The Times‘ coverage of the Winston controversy (and others like it) shows the nation’s most influential newspaper exemplifying bias in the Winston case in particular and on the issue of campus rape in general.
At this point, those on the other side accuse people like Taylor of being “rape apologists” and worse. Note that Taylor has not defended rape or sexual assault. Taylor defends the due process of law. Taylor defends the rights of the accused. In the modern politicized age, defending due process is anathema.
America seems to have come full circle since the Scottsboro Boys and the fictional wrongful conviction of Tom Robinson.

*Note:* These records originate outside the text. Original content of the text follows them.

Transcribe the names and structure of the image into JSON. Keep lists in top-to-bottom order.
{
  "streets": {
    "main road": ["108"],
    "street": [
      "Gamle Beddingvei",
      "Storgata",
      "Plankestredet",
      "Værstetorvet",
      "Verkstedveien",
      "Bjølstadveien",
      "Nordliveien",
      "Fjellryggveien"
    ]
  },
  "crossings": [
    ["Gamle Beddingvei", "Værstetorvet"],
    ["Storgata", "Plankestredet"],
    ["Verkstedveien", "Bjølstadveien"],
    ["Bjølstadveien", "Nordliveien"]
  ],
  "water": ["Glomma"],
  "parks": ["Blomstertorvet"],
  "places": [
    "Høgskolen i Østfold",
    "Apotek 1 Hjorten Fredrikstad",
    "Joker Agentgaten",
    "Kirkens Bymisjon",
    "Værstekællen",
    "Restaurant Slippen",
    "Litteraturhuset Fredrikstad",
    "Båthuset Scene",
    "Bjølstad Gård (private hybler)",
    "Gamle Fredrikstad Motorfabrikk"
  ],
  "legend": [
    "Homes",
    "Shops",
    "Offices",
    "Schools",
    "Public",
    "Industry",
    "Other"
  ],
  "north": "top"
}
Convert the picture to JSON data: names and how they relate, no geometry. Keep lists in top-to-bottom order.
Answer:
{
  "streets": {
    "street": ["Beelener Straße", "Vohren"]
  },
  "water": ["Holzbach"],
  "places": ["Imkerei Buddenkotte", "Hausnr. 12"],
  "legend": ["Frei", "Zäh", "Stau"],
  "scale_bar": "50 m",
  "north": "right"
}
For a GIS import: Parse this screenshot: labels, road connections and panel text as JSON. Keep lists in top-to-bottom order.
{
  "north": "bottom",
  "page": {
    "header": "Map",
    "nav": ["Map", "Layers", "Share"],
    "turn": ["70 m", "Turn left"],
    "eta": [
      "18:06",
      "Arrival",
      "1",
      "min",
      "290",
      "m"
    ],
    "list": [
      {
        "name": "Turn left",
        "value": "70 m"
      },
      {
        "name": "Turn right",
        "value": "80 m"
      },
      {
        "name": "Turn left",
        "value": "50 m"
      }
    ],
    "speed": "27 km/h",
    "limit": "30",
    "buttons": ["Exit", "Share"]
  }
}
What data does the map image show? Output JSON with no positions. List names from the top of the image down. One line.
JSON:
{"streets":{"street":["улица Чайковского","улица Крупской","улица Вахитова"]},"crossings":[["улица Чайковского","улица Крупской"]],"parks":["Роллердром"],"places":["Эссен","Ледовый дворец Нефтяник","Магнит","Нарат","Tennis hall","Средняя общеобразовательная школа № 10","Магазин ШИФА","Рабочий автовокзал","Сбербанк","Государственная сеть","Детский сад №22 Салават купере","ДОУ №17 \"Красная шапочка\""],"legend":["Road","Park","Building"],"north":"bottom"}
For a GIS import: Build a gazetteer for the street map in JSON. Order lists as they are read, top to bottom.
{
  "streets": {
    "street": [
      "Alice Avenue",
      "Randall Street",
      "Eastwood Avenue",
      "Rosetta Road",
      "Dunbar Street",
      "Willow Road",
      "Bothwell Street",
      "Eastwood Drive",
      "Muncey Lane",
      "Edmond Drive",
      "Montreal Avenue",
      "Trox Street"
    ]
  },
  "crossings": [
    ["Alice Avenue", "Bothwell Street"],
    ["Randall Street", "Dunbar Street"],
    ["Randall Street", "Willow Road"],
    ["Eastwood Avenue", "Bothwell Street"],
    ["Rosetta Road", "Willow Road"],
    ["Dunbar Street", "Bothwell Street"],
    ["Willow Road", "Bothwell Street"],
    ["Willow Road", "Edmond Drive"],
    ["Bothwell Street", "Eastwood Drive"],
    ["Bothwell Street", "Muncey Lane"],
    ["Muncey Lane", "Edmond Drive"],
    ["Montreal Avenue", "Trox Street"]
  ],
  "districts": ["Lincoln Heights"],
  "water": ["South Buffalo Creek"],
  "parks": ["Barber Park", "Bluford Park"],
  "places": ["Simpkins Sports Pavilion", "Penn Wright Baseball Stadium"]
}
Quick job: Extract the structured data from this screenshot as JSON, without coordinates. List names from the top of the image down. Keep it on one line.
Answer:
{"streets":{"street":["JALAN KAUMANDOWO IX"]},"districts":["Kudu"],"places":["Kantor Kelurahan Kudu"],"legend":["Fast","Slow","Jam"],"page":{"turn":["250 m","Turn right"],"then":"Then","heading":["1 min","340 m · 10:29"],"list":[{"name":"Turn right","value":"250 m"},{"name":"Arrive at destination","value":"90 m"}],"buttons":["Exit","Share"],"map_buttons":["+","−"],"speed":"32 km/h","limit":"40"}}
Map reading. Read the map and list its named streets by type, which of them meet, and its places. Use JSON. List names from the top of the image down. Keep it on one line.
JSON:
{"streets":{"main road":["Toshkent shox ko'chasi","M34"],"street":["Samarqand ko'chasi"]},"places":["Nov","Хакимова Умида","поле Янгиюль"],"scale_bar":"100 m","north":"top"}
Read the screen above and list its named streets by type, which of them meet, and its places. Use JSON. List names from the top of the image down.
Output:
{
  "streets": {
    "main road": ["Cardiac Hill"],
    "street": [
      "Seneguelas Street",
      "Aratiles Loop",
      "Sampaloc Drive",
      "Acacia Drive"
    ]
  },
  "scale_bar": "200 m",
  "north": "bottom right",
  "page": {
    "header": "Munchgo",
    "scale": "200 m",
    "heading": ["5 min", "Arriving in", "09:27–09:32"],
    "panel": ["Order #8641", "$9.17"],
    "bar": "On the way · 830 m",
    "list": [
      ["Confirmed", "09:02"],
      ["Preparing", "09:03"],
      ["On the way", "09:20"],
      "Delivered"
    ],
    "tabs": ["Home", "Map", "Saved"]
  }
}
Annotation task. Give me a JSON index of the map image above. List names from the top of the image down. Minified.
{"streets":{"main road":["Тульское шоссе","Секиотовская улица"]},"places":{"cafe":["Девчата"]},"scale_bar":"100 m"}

What truly is ironic is that the USA has a black president who has teamed up with white feminists to help railroad innocent black men into prison or have black male students booted out of colleges and universities because white females have accused them of rape. No doubt, some of those accusations are correct, but many are not, but a black president and white feminists are not interested in separating the guilty from the innocent and, instead, are pushing a Jared Polis standard for higher education.
It is said that Barack Obama wants to make sure he has a legacy, and in the situation involving accusations of rape and sexual assault on college campuses, Obama certainly has forged one. The only problem is that he has brought back the same standards of “justice” that got black men wrongfully convicted of sex crimes – and Obama apparently sees no irony in all of that. Obama may say that Tom Robinson and the Scottsboro Boys were innocent, but his actions declare them to be guilty.